> Directions
Go through the data below and return each line where the string "sizing" occurs.
*** The input ***
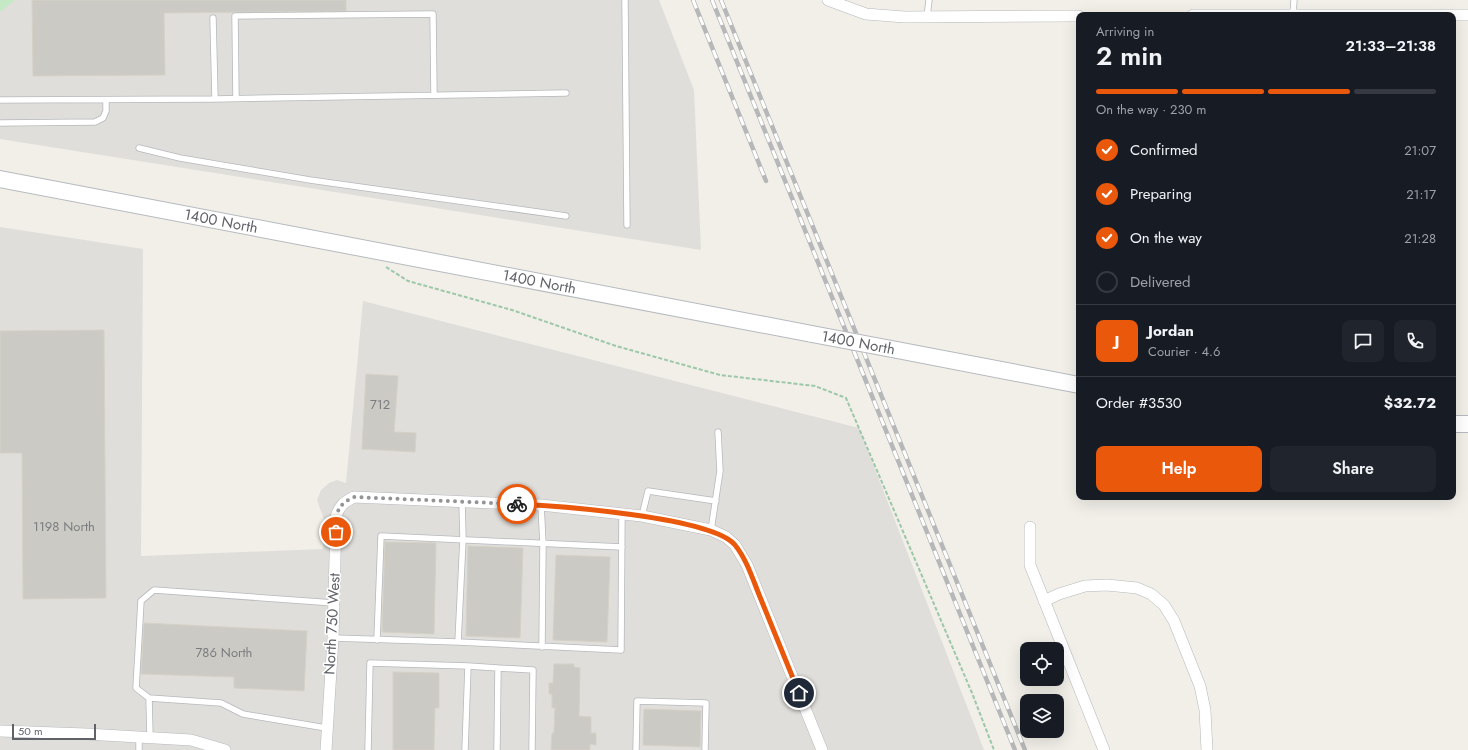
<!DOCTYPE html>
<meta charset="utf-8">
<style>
:root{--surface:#171b24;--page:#20242c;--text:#f1f3f6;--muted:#9ea1a6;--line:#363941;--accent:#ea580c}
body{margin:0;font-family:Jost,sans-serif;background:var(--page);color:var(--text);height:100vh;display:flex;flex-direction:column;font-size:15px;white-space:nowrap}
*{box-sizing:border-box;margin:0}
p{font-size:13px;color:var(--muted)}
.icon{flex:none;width:22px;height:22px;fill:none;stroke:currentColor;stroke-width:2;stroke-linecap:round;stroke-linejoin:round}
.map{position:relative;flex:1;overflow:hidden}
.details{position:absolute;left:1076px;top:12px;width:380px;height:488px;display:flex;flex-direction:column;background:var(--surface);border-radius:8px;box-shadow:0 4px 16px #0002}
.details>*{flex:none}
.buttons{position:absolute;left:1020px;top:642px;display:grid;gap:8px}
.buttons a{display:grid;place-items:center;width:44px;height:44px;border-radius:8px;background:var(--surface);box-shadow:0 4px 16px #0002;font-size:20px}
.scale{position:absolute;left:12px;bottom:10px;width:84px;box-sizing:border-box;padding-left:4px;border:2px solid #5f6368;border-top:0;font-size:11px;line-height:14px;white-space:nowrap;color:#5f6368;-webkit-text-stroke:3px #fff;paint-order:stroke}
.pin{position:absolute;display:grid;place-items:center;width:34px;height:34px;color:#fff;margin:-17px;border:2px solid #fff;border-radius:50%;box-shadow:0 1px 4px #0007}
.courier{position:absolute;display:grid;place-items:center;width:40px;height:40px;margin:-20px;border:3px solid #ea580c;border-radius:50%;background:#fff;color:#222;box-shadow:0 1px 5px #0007}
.summary em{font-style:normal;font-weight:600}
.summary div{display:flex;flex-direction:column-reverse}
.summary{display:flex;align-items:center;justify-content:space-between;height:68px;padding:0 20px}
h1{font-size:26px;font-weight:600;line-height:30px}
.bar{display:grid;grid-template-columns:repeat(4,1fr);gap:6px 4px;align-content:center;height:48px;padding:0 20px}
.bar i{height:5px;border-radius:3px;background:var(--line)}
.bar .on{background:var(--accent)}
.bar p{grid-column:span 4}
.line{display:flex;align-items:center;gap:10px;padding:0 20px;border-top:1px solid var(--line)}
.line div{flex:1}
.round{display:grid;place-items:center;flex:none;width:42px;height:42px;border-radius:8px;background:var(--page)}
ol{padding:0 20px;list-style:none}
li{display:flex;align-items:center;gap:12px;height:44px}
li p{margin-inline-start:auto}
li .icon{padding:4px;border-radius:50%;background:var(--accent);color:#fff;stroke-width:4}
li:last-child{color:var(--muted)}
li i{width:22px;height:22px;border:2px solid var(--line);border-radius:50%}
.button{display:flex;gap:8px;margin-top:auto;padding:8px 20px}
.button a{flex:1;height:46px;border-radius:8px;background:var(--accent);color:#fff;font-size:16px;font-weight:600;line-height:46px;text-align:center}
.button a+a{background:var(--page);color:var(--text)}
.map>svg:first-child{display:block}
.industrial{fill:#e0deda}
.green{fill:#c5e8c5}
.building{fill:#cccac5;stroke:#d6d1c6}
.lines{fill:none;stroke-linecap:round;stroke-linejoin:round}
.service-casing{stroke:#b5b8bc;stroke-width:7}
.minor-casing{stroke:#b5b8bc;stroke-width:12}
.secondary-casing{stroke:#b6babf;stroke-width:18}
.path{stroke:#9cc7a9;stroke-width:2;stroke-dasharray:4 2;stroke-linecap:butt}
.service{stroke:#fff;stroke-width:5.5}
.minor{stroke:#fff;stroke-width:11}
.secondary{stroke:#fff;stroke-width:16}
.rail-casing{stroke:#b6b7b8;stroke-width:4.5}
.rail{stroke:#fff;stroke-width:3;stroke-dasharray:9;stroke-linecap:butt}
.secondary-bridge-casing{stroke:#b6babf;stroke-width:18;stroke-linecap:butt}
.secondary-bridge{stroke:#fff;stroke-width:16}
.done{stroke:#929495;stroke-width:4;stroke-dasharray:0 7.2}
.route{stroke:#ea580c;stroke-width:5}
.labels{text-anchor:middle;stroke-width:3;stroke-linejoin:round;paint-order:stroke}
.number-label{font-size:13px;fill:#7a7d7f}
.street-label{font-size:15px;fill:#5f6368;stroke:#fff}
</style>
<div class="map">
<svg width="1468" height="750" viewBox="0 0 1468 750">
<rect width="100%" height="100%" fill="#f1efe8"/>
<!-- industrial -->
<path class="industrial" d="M0,0h659l35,90 7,160 -701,-111z
M0,227l143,22 -2,307 182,-7 2,-27 -8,-22 4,-10 8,-7 8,-3 9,3 17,-182 496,127 125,322h-984z"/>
<!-- green -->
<path class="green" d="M0,0h15l-15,12z"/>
<!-- building -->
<path class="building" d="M32,0h314v11l-182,2 1,62 -132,1z
M104,330l2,268 -83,1 -1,-146h-22v-122z
M366,374l32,2 -4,56 22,1 -1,19 -53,-3z
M385,542l51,1 -2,91 -52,-2z
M468,546l55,2 -3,90 -54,-2z
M556,555l54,2 -3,85 -54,-2z
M144,623l163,8 -3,60 -70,-3v-11l-93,-3z
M554,664h20v3l6,1 -1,48 12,1v16h5v12l-6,-1v6h-39l1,-17h2l1,-25h-3v-14h-3v-11h4z
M393,672l46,1v35h-4l-1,42h-41z
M644,709l57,2 -1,36 -57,-2z"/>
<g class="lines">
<!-- service casing -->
<g class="service-casing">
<path id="service" d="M625,0l2,225
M1293,14l1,-14
M927,17l2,-17
M213,18l2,81
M236,98l-1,-82 198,-2 1,81
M0,100l215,-1 351,-6
M0,123l95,-1 8,-4 3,-7v-11
M139,148l41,10 130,22 256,36
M541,505l2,39 -1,103
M642,516l6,-25 68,10
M711,530l9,-59 -2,-39
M333,638l125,4 163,8 1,-137
M377,640l4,-104 241,11
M458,642l5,-103 -1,-37
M468,666l30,2 -1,82
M498,668l35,2 -1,80
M149,698l-13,-10 5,-87 13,-11 180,13
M150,737l-1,-39 72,5 22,11 83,14
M139,750v-13
M368,750l2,-87 98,3 -3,84
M636,750l1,-49 69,2 -1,47"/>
</g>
<!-- minor casing -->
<g class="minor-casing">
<path id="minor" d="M828,0l38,14 38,3 175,-1
M1193,15h275
M1030,527v38l74,185
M1044,601l15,-7 26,-8 22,-1 30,3 14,6 13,11 10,16 26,65 5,24 2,40
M0,731l86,3 105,6 34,10
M326,750l7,-112 3,-121c3,-11 8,-15 18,-20l187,8 101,11 54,11 15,3 15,7 9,8 12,20 75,185"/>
</g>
<!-- secondary casing -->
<g class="secondary-casing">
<g id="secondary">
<path id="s1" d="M0,179l812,155"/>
<path d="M897,350l182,35"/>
<path d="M1453,424h15"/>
</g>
</g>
<!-- path -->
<path class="path" d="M386,267l22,14 104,29 104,36 104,29 95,11 31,12 126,295 22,57"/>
<!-- service -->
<use href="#service" class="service"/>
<!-- minor -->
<use href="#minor" class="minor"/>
<!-- secondary -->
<use href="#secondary" class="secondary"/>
<!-- rail casing -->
<g class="rail-casing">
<path id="rail" d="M693,0l73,181
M712,0l303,750
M721,0l304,750"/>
</g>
<!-- rail -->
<use href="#rail" class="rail"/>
<!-- secondary-bridge casing -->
<g class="secondary-bridge-casing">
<g id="secondary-bridge">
<path id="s2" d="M812,334l85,16"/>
</g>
</g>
<!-- secondary-bridge -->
<use href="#secondary-bridge" class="secondary-bridge"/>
</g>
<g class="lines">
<!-- done -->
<path class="done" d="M336,532c0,-18 0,-27 18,-35l163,7"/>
<!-- route -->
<path class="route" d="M517,504c41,2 195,13 218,41 12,15 18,35 25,52 13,32 26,64 39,96"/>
</g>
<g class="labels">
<!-- number labels -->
<g class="number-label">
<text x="380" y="409">712</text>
<text x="64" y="531">1198 North</text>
<text x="224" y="657">786 North</text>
</g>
<!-- street labels -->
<g class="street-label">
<text dy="5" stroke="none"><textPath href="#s1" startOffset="225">1400 North</textPath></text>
<text dy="5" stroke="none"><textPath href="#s1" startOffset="549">1400 North</textPath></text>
<text dy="5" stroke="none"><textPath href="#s2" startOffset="47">1400 North</textPath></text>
<text transform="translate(332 624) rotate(-87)" y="5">North 750 West</text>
</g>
</g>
</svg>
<div class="buttons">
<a><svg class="icon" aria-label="locate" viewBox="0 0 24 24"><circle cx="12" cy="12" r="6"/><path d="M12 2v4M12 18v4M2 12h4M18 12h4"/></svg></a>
<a><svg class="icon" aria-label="layers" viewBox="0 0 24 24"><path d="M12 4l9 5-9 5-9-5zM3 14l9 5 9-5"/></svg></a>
</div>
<div class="scale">50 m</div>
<div class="pin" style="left:336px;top:532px;background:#ea580c"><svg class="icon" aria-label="bag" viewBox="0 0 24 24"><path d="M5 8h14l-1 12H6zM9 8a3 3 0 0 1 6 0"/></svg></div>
<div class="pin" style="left:799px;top:693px;background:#1f2937"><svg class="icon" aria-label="home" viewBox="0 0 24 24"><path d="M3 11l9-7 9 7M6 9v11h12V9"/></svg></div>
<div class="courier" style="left:517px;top:504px"><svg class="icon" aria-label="bike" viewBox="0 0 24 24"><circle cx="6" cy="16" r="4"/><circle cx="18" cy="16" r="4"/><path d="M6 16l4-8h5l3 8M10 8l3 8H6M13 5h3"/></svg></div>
<section class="details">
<div class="summary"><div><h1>2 min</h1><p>Arriving in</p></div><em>21:33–21:38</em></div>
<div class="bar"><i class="on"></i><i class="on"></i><i class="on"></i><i></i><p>On the way · 230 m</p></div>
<ol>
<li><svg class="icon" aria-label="check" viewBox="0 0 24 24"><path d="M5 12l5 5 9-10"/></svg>Confirmed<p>21:07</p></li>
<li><svg class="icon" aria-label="check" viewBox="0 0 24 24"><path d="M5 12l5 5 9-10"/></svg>Preparing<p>21:17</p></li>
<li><svg class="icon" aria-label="check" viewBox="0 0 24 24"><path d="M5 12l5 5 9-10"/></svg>On the way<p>21:28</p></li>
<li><i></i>Delivered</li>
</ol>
<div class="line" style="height:72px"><b class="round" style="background:var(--accent);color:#fff">J</b><div><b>Jordan</b><p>Courier · 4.6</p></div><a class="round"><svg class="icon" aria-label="chat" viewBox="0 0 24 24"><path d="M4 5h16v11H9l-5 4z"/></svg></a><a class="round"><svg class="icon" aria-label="phone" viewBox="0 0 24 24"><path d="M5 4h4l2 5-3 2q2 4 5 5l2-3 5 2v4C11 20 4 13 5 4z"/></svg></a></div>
<div class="line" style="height:52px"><div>Order #3530</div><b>$32.72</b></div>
<div class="button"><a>Help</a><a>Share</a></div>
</section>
</div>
***
> Task response
*{box-sizing:border-box;margin:0}
.scale{position:absolute;left:12px;bottom:10px;width:84px;box-sizing:border-box;padding-left:4px;border:2px solid #5f6368;border-top:0;font-size:11px;line-height:14px;white-space:nowrap;color:#5f6368;-webkit-text-stroke:3px #fff;paint-order:stroke}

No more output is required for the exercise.